§ **What to work on**: Scan the entries below. Report each line where the string "lists" occurs.

======== Extracted information

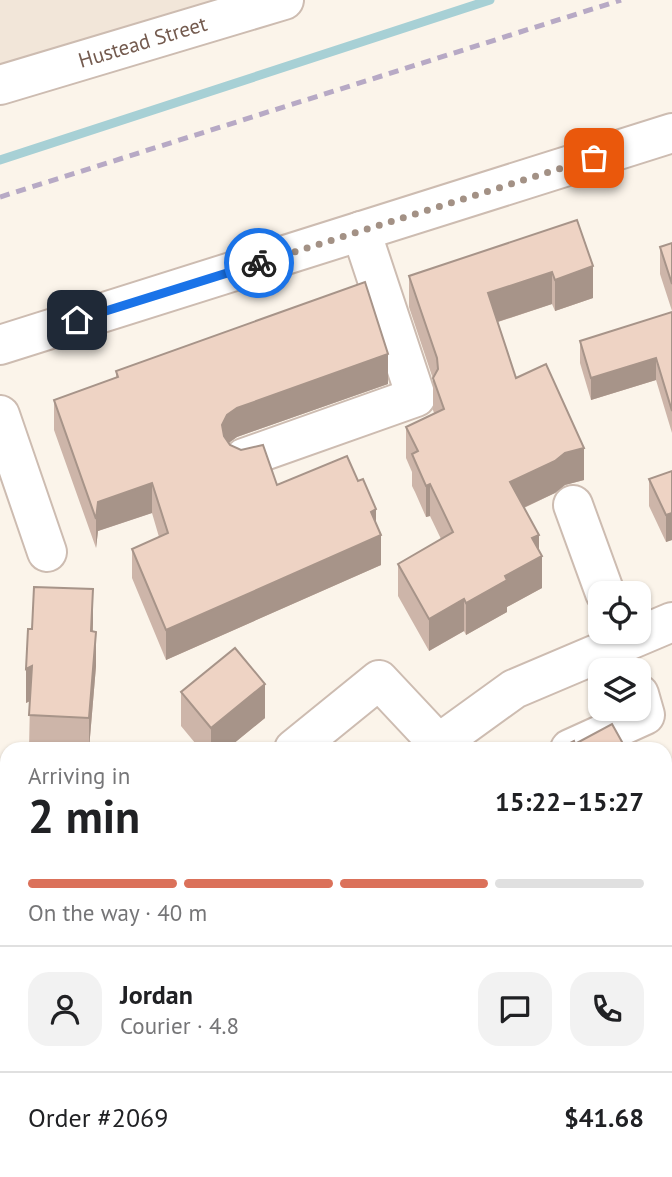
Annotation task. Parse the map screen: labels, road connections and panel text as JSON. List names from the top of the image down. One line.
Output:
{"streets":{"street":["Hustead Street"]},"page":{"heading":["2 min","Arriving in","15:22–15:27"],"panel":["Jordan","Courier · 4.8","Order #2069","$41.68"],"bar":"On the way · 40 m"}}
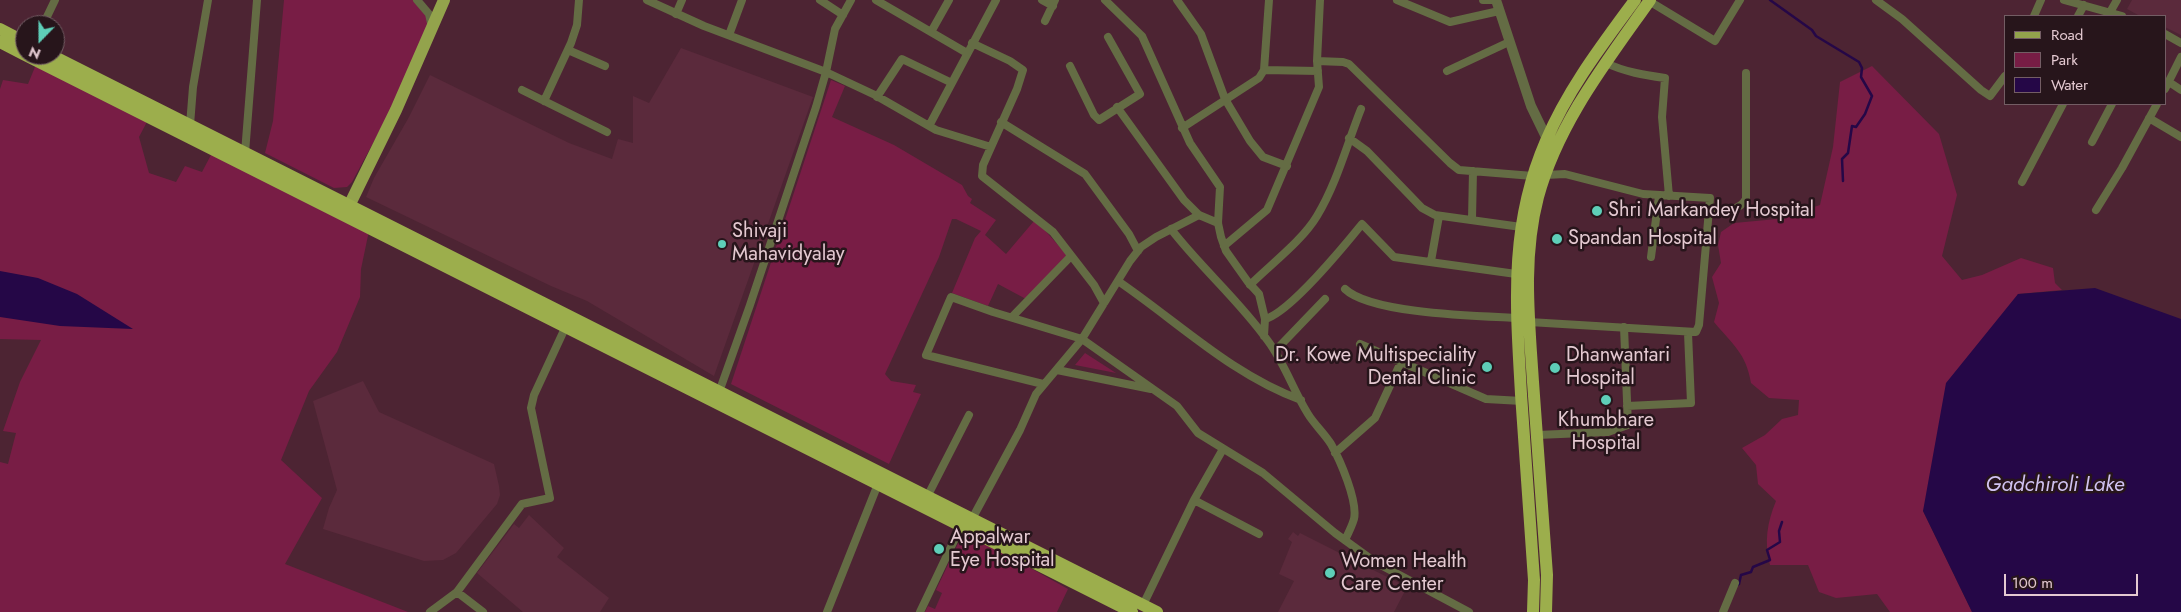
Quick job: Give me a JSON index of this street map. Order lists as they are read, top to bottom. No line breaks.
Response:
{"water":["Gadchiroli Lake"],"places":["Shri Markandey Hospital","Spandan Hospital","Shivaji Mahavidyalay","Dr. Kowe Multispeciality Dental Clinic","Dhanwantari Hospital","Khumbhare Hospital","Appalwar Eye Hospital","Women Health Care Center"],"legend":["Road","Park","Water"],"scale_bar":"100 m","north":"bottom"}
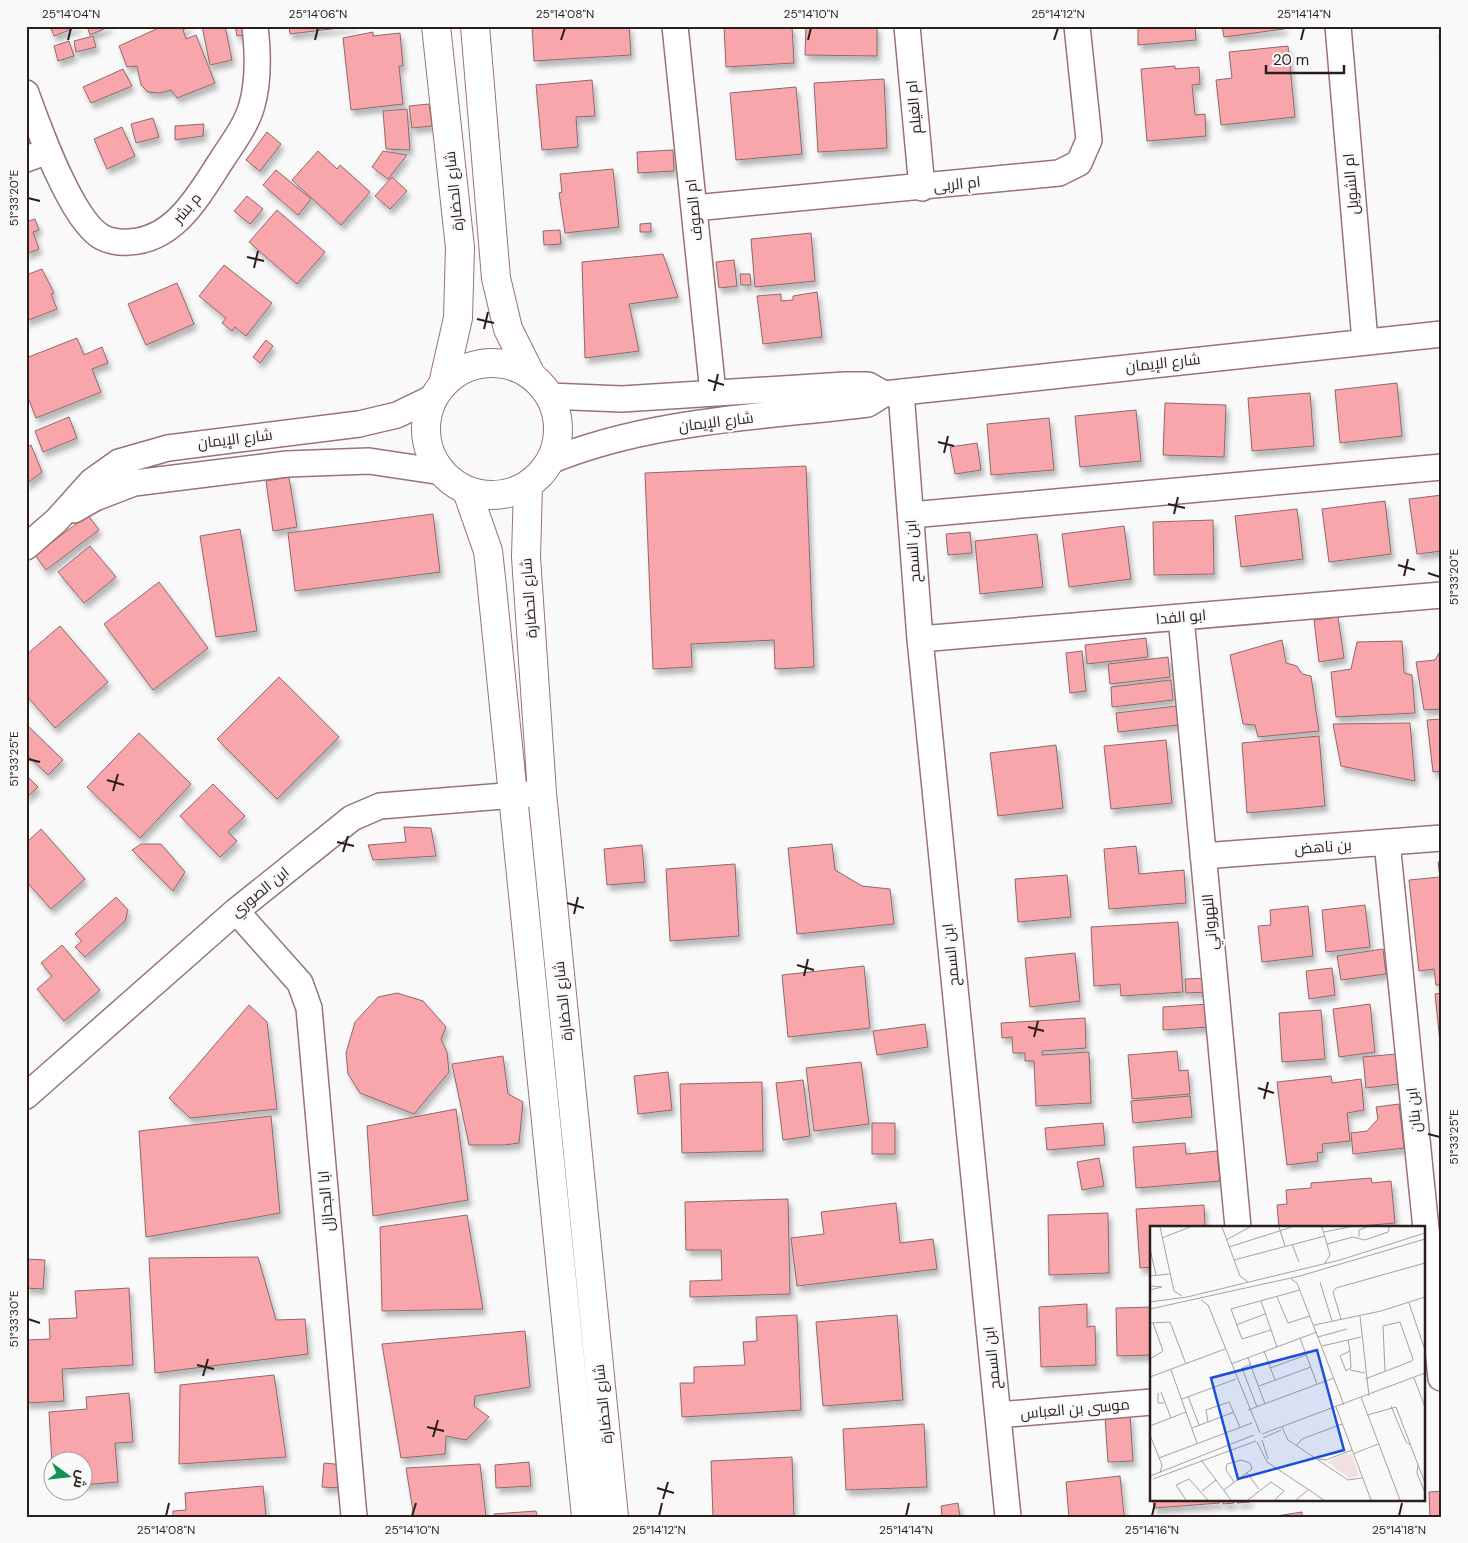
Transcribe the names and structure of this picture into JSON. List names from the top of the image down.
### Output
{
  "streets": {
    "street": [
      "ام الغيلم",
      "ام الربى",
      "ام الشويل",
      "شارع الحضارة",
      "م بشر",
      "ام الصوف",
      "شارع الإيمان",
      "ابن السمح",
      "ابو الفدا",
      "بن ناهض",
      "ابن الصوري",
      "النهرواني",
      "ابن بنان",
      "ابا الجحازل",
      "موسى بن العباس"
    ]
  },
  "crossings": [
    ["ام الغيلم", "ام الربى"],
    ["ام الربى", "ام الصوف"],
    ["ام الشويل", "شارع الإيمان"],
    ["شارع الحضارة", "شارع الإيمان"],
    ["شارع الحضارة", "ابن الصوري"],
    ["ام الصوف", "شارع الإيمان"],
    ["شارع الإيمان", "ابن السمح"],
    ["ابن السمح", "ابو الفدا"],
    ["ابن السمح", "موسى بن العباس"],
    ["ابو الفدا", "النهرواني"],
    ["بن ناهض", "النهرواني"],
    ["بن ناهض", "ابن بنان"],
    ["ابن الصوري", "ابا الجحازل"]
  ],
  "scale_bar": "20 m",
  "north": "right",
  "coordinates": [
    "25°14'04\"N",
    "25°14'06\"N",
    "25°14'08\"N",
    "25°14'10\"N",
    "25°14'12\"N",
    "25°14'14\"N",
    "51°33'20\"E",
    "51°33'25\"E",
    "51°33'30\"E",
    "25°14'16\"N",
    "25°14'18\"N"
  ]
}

================
======== Extracted information

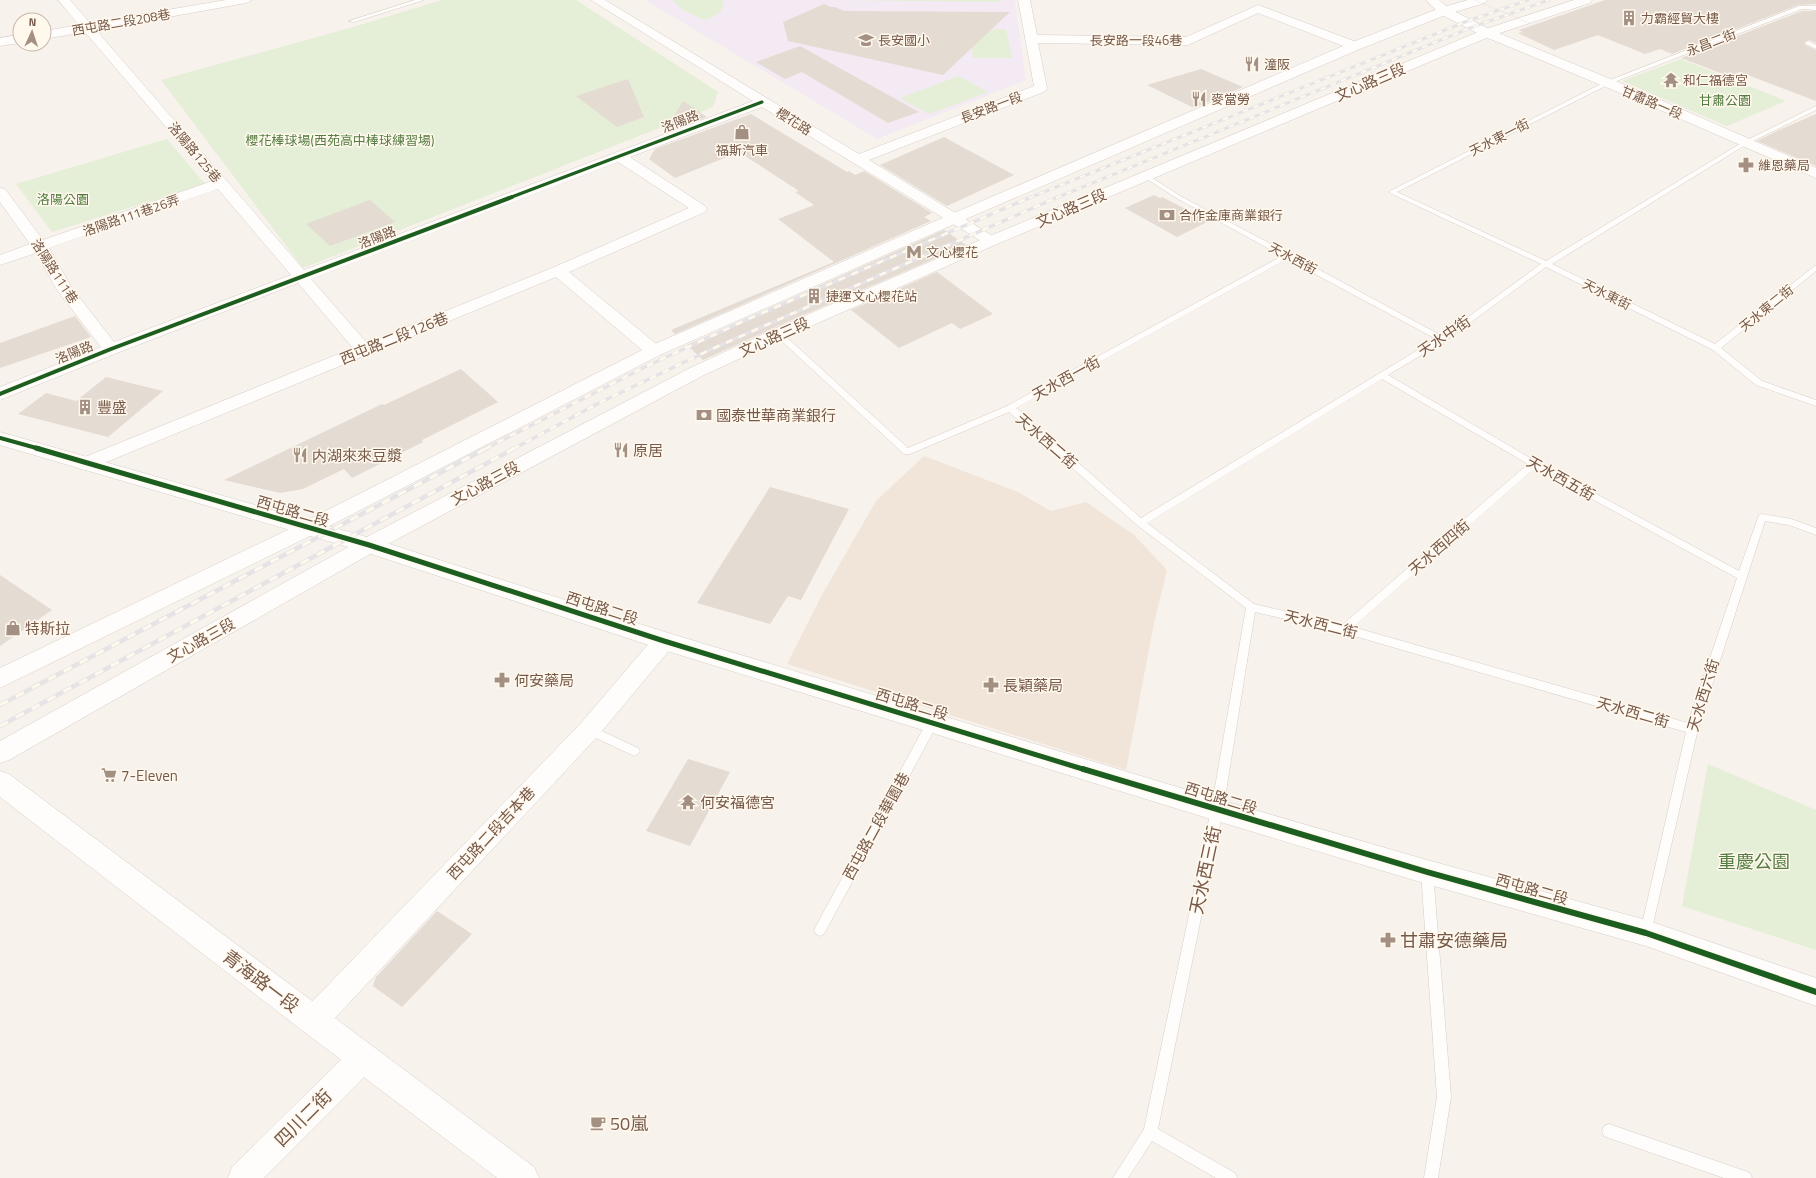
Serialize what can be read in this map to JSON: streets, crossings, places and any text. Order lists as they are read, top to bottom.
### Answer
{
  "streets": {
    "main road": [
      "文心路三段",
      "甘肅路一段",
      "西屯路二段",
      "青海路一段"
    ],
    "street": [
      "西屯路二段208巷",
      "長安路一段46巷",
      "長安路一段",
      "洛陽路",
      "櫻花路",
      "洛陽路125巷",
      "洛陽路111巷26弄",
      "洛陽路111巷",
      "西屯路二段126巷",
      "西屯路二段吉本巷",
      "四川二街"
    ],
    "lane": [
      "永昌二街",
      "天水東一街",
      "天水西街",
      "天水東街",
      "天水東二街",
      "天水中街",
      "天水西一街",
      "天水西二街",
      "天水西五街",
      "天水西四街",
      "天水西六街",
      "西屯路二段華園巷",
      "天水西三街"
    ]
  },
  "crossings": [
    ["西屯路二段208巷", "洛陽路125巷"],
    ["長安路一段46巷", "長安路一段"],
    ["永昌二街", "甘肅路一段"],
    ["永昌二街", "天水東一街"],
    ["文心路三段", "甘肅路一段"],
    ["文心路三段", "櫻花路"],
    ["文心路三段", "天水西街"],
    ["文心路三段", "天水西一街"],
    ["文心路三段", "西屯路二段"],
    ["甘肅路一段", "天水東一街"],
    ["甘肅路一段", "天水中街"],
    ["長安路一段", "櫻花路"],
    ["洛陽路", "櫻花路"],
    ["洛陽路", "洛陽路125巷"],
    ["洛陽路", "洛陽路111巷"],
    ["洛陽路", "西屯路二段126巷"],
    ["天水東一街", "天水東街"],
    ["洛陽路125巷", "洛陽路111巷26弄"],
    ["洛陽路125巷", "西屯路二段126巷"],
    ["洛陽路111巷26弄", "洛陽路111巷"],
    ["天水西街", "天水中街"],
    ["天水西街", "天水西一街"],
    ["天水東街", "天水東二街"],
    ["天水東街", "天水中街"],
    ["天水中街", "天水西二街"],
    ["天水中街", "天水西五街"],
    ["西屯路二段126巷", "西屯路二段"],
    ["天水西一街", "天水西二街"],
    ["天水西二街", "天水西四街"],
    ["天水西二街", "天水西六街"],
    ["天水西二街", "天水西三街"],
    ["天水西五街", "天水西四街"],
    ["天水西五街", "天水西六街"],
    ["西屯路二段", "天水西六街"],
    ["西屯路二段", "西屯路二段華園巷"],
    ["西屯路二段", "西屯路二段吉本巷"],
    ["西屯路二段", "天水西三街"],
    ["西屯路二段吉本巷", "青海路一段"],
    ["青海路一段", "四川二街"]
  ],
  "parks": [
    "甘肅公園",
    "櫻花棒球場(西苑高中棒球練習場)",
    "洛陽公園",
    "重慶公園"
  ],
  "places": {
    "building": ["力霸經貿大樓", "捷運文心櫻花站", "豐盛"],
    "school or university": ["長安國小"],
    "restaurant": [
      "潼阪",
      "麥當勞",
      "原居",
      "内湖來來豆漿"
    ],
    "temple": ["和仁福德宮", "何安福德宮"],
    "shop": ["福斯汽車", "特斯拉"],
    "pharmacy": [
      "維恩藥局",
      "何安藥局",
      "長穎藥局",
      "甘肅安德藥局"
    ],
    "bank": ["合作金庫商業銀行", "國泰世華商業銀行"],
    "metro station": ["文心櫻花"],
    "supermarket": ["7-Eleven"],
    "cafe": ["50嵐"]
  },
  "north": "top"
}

================
======== Extracted information

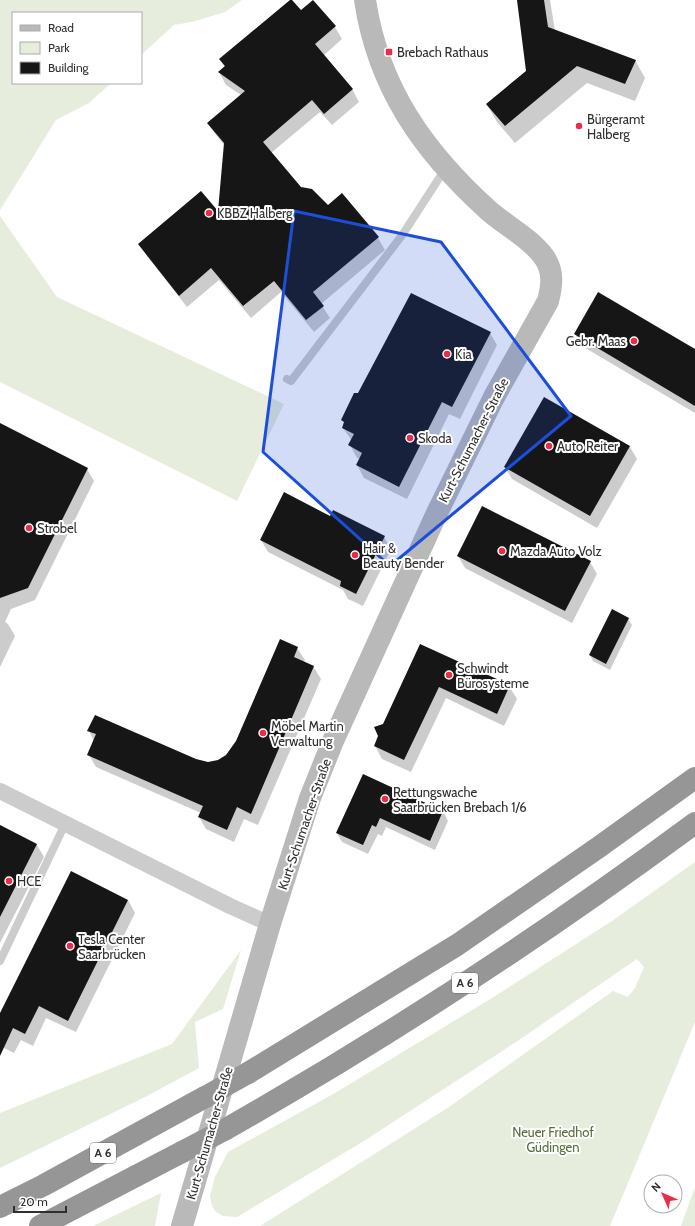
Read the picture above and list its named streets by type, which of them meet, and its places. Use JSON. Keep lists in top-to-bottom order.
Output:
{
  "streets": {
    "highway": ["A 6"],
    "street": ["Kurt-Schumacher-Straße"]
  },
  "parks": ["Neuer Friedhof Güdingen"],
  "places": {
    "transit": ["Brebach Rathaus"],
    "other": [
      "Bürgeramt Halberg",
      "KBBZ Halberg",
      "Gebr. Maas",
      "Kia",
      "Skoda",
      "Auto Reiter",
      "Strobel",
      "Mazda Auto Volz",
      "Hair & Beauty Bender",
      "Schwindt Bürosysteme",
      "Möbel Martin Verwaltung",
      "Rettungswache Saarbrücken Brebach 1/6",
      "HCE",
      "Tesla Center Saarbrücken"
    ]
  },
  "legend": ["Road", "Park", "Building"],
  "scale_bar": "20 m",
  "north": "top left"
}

================

§ **Completed task**:
Quick job: Give me a JSON index of this street map. Order lists as they are read, top to bottom. No line breaks.
Serialize what can be read in this map to JSON: streets, crossings, places and any text. Order lists as they are read, top to bottom.
Read the picture above and list its named streets by type, which of them meet, and its places. Use JSON. Keep lists in top-to-bottom order.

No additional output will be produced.